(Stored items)
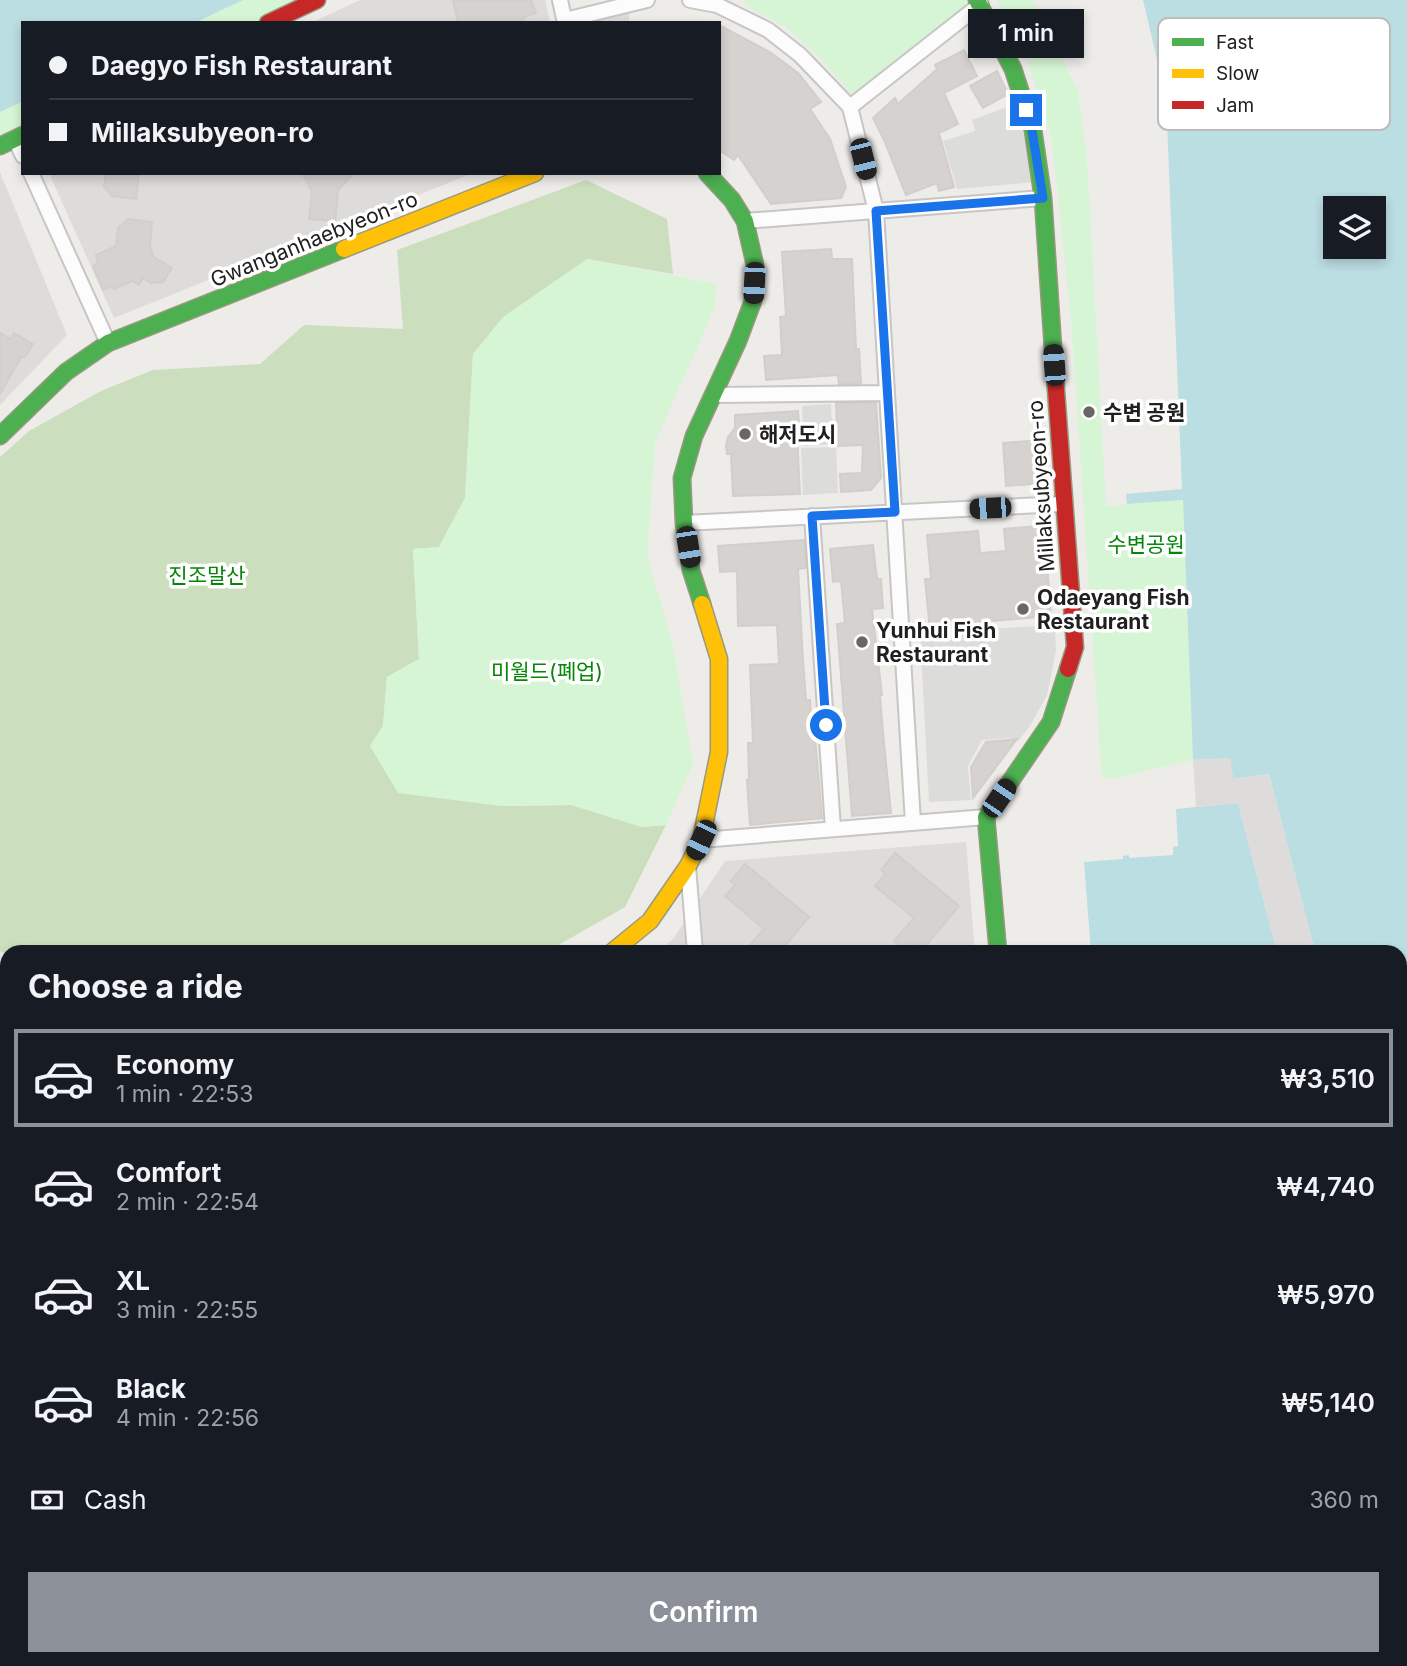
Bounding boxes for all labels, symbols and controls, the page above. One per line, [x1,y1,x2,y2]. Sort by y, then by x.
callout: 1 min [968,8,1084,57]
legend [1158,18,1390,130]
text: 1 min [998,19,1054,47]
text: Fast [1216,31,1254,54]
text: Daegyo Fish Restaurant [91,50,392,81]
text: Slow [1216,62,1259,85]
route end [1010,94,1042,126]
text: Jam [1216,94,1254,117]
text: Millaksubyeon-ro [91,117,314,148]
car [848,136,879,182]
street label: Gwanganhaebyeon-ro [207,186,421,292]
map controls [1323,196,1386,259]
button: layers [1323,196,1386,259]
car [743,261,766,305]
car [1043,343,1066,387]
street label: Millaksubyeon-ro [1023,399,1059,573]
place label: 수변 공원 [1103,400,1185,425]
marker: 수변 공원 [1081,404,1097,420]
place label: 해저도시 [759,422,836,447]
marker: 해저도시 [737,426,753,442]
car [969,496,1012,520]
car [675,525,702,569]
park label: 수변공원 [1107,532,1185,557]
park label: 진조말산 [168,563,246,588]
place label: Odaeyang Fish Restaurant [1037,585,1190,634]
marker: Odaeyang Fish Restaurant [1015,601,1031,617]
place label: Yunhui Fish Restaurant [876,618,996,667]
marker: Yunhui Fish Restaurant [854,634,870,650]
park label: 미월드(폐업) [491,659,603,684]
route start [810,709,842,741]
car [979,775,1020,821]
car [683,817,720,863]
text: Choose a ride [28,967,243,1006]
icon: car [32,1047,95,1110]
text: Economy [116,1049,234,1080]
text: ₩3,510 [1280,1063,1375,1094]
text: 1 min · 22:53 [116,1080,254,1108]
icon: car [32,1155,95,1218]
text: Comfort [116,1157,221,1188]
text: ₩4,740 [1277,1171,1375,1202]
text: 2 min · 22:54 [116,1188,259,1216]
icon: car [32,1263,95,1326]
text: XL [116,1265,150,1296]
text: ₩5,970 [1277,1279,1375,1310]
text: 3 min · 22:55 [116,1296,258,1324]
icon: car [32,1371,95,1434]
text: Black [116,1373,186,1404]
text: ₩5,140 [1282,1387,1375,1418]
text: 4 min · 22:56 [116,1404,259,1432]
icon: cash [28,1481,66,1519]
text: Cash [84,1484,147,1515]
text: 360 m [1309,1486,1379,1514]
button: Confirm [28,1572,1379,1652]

** Problem **
The records above must be returned exactly, with each picture omitted.

** Answer section **
Bounding boxes for all labels, symbols and controls, the page above. One per line, [x1,y1,x2,y2]. Sort by y, then by x.
callout: 1 min [968,8,1084,57]
legend [1158,18,1390,130]
text: 1 min [998,19,1054,47]
text: Fast [1216,31,1254,54]
text: Daegyo Fish Restaurant [91,50,392,81]
text: Slow [1216,62,1259,85]
route end [1010,94,1042,126]
text: Jam [1216,94,1254,117]
text: Millaksubyeon-ro [91,117,314,148]
car [848,136,879,182]
street label: Gwanganhaebyeon-ro [207,186,421,292]
map controls [1323,196,1386,259]
button: layers [1323,196,1386,259]
car [743,261,766,305]
car [1043,343,1066,387]
street label: Millaksubyeon-ro [1023,399,1059,573]
place label: 수변 공원 [1103,400,1185,425]
marker: 수변 공원 [1081,404,1097,420]
place label: 해저도시 [759,422,836,447]
marker: 해저도시 [737,426,753,442]
car [969,496,1012,520]
car [675,525,702,569]
park label: 수변공원 [1107,532,1185,557]
park label: 진조말산 [168,563,246,588]
place label: Odaeyang Fish Restaurant [1037,585,1190,634]
marker: Odaeyang Fish Restaurant [1015,601,1031,617]
place label: Yunhui Fish Restaurant [876,618,996,667]
marker: Yunhui Fish Restaurant [854,634,870,650]
park label: 미월드(폐업) [491,659,603,684]
route start [810,709,842,741]
car [979,775,1020,821]
car [683,817,720,863]
text: Choose a ride [28,967,243,1006]
icon: car [32,1047,95,1110]
text: Economy [116,1049,234,1080]
text: ₩3,510 [1280,1063,1375,1094]
text: 1 min · 22:53 [116,1080,254,1108]
icon: car [32,1155,95,1218]
text: Comfort [116,1157,221,1188]
text: ₩4,740 [1277,1171,1375,1202]
text: 2 min · 22:54 [116,1188,259,1216]
icon: car [32,1263,95,1326]
text: XL [116,1265,150,1296]
text: ₩5,970 [1277,1279,1375,1310]
text: 3 min · 22:55 [116,1296,258,1324]
icon: car [32,1371,95,1434]
text: Black [116,1373,186,1404]
text: ₩5,140 [1282,1387,1375,1418]
text: 4 min · 22:56 [116,1404,259,1432]
icon: cash [28,1481,66,1519]
text: Cash [84,1484,147,1515]
text: 360 m [1309,1486,1379,1514]
button: Confirm [28,1572,1379,1652]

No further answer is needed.